» **What you will do**: Find all the lines in the entries below that hold the word "roads" and copy them.

» **Records supplied**:

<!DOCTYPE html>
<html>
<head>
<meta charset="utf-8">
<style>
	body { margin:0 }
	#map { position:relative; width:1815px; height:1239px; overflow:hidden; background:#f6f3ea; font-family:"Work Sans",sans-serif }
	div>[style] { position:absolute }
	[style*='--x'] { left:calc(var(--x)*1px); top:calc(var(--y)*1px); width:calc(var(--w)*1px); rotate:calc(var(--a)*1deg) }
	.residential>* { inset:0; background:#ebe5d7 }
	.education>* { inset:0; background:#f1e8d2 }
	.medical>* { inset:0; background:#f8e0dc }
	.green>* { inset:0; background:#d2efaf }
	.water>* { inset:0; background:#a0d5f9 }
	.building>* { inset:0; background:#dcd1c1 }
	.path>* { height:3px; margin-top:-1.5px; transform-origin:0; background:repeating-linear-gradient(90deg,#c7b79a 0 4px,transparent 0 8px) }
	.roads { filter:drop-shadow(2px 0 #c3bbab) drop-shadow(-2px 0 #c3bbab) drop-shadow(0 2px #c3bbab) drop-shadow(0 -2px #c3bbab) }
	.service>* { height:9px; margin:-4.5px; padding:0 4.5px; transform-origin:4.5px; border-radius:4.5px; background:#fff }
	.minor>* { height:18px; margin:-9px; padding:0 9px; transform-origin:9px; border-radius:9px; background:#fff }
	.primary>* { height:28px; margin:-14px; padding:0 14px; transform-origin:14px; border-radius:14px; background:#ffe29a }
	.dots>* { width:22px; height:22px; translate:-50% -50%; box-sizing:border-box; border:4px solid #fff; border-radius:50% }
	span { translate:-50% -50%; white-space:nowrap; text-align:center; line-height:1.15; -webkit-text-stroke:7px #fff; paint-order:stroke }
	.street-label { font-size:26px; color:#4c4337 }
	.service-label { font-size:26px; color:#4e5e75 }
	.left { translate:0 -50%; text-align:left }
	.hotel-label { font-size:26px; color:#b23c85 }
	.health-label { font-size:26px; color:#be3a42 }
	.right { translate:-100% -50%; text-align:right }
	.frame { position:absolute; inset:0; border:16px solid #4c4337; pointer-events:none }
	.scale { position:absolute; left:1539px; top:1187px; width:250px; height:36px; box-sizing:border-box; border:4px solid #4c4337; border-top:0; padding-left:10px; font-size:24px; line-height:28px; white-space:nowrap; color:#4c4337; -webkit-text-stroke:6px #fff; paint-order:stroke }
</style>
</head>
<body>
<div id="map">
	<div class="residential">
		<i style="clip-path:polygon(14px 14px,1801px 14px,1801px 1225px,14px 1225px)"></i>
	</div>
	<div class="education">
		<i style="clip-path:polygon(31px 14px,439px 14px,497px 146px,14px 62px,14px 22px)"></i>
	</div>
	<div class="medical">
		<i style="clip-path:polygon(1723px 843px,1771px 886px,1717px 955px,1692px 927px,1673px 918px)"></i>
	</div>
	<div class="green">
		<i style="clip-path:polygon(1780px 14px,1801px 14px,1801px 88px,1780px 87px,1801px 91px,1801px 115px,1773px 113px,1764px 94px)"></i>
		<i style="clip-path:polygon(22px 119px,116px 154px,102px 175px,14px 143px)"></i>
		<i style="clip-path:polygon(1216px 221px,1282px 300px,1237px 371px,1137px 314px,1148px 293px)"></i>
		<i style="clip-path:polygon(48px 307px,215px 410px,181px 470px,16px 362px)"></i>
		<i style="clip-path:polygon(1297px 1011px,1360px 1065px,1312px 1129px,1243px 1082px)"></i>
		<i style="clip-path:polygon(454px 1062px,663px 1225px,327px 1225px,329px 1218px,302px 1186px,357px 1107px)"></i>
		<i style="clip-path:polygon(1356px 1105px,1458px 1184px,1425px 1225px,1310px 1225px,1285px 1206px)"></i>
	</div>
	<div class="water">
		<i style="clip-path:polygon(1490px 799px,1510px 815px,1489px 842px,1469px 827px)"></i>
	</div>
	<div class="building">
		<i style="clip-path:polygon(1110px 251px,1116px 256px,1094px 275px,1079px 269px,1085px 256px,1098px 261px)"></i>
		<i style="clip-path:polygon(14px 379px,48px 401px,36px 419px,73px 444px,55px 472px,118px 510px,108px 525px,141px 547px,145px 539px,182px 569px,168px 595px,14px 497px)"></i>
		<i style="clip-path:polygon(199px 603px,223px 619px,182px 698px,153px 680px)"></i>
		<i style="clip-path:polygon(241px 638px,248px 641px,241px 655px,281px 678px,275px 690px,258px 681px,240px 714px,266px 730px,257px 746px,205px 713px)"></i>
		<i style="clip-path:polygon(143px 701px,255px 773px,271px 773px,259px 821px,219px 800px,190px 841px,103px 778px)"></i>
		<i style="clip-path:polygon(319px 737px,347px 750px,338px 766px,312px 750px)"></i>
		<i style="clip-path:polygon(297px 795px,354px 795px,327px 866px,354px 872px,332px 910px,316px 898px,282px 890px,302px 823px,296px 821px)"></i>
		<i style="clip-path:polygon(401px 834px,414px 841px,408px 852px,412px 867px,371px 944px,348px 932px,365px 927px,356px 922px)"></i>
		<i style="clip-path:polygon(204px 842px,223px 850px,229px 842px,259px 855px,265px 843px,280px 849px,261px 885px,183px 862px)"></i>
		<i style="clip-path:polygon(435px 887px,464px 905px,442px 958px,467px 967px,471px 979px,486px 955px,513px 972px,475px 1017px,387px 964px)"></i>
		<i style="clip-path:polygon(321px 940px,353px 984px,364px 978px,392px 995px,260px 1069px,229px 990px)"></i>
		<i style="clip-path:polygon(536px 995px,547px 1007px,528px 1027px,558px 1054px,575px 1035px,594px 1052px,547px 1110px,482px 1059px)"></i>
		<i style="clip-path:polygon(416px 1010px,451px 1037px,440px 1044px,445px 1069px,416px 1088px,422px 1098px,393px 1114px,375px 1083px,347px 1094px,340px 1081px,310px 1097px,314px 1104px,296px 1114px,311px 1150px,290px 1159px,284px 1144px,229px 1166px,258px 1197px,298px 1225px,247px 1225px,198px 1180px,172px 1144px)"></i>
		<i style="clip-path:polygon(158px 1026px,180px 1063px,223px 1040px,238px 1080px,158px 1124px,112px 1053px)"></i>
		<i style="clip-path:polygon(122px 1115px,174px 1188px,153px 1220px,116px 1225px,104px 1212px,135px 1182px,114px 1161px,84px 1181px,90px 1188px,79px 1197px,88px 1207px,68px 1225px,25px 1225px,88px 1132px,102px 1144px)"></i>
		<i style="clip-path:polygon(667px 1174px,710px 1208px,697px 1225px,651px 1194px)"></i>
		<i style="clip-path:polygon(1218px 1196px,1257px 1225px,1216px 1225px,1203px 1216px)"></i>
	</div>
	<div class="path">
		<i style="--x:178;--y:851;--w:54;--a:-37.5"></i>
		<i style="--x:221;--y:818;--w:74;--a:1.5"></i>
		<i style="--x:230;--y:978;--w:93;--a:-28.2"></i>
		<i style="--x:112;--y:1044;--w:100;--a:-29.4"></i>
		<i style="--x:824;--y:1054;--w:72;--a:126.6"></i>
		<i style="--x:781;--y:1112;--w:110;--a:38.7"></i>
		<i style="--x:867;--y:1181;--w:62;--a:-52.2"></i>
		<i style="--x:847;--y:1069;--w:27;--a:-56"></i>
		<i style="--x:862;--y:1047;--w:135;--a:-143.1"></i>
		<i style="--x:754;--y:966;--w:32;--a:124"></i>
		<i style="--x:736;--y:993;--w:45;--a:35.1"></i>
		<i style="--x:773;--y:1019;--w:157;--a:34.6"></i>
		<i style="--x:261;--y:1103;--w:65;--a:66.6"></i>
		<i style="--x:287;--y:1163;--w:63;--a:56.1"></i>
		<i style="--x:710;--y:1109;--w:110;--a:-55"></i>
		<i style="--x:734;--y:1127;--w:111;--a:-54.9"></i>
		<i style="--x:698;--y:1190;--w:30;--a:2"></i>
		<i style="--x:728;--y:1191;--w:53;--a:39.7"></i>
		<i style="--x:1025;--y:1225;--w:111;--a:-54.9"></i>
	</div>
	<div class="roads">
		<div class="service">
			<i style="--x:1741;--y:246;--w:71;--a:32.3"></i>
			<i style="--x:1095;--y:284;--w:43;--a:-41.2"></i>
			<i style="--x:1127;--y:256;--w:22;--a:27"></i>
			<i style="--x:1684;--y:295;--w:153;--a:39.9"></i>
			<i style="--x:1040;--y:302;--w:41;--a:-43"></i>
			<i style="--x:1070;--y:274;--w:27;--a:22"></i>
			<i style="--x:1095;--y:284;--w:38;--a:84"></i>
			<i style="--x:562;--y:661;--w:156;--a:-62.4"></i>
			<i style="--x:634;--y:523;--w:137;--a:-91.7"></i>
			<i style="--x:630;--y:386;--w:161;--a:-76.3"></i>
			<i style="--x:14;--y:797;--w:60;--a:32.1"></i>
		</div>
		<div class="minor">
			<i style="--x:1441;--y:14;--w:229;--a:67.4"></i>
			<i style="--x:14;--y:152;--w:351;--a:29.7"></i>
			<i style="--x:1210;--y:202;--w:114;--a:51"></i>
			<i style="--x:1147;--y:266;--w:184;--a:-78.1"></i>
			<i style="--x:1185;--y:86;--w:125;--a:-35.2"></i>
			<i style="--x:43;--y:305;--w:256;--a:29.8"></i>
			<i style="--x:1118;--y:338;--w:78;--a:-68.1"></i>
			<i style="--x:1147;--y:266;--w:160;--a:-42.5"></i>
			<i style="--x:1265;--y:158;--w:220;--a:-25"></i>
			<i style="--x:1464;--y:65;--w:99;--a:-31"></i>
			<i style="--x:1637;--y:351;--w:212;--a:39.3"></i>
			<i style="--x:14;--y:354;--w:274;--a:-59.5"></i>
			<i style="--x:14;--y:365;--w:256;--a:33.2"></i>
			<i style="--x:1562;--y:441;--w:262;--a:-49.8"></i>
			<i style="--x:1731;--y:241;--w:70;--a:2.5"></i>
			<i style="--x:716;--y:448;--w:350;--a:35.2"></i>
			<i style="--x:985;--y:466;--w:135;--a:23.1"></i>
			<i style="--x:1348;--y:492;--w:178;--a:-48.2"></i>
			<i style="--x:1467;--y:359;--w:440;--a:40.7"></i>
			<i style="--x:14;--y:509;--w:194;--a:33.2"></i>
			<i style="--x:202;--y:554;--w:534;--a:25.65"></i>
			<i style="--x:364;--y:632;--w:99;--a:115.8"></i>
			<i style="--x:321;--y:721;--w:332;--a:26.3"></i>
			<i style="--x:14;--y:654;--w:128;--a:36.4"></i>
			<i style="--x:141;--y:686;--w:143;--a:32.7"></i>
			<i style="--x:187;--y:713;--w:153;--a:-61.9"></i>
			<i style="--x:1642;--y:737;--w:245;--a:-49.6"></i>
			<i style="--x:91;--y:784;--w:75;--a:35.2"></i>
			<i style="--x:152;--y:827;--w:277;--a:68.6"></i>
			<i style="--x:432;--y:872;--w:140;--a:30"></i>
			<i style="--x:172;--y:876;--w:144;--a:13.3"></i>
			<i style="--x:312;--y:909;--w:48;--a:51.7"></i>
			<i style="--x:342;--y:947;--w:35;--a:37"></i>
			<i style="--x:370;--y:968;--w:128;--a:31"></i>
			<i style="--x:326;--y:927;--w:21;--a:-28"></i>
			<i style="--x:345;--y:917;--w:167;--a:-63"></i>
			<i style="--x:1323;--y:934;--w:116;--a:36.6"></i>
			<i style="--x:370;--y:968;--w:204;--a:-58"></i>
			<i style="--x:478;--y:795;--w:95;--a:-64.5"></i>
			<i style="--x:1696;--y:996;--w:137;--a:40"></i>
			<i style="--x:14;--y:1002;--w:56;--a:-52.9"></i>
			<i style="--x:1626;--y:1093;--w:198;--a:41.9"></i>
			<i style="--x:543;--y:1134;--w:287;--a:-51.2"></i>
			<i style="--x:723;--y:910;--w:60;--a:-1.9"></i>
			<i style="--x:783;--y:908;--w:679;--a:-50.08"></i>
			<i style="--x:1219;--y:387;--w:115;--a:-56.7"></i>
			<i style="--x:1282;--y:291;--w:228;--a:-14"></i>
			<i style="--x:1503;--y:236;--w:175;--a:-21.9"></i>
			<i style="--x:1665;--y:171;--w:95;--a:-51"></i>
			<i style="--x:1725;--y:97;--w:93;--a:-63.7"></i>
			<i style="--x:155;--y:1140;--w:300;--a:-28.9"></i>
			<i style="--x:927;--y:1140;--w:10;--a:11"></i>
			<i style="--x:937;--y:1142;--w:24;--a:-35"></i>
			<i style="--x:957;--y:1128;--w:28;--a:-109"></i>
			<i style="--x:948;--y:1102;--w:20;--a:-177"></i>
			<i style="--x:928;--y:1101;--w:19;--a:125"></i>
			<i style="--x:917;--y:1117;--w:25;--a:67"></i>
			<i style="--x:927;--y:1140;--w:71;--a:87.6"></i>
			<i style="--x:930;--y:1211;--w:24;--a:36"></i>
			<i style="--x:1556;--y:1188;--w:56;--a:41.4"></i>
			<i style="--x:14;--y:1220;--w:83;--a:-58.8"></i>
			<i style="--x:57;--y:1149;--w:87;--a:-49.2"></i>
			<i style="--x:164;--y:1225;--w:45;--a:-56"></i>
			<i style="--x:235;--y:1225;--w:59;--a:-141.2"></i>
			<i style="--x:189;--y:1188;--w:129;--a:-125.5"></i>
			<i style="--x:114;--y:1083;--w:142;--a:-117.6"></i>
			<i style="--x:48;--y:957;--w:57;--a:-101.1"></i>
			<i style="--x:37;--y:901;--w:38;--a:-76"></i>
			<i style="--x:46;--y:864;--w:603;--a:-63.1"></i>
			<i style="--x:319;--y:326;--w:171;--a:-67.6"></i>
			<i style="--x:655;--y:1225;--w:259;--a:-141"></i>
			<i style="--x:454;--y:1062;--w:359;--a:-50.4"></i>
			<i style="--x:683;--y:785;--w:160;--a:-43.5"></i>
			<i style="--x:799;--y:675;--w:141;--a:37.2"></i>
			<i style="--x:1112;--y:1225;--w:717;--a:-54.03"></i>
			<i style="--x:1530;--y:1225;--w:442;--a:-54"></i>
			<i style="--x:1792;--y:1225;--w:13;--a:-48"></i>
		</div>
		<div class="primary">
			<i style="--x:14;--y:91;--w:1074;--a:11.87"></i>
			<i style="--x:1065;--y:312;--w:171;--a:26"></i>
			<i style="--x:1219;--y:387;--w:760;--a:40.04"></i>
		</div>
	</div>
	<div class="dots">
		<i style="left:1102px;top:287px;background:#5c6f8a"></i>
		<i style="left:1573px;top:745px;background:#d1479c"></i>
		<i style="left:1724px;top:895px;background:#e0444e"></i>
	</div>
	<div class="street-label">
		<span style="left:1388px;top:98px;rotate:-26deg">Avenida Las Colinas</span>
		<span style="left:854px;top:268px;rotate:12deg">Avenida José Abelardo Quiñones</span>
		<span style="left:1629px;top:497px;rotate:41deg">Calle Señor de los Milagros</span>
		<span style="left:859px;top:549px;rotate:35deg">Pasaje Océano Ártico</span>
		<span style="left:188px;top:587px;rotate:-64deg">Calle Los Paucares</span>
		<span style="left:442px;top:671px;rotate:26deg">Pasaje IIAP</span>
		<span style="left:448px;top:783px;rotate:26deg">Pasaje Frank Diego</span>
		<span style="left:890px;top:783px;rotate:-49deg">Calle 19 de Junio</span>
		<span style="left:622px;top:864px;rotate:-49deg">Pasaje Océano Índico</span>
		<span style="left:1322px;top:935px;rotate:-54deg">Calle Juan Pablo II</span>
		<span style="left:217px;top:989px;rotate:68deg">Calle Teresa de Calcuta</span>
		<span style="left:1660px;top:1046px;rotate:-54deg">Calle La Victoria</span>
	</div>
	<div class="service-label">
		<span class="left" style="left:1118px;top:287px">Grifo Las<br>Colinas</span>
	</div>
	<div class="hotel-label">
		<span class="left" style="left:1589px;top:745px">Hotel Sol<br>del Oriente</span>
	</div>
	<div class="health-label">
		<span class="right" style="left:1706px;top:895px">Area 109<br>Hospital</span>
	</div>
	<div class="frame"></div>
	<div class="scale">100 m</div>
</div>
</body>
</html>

» **Solved exercise**:
	.roads { filter:drop-shadow(2px 0 #c3bbab) drop-shadow(-2px 0 #c3bbab) drop-shadow(0 2px #c3bbab) drop-shadow(0 -2px #c3bbab) }
	<div class="roads">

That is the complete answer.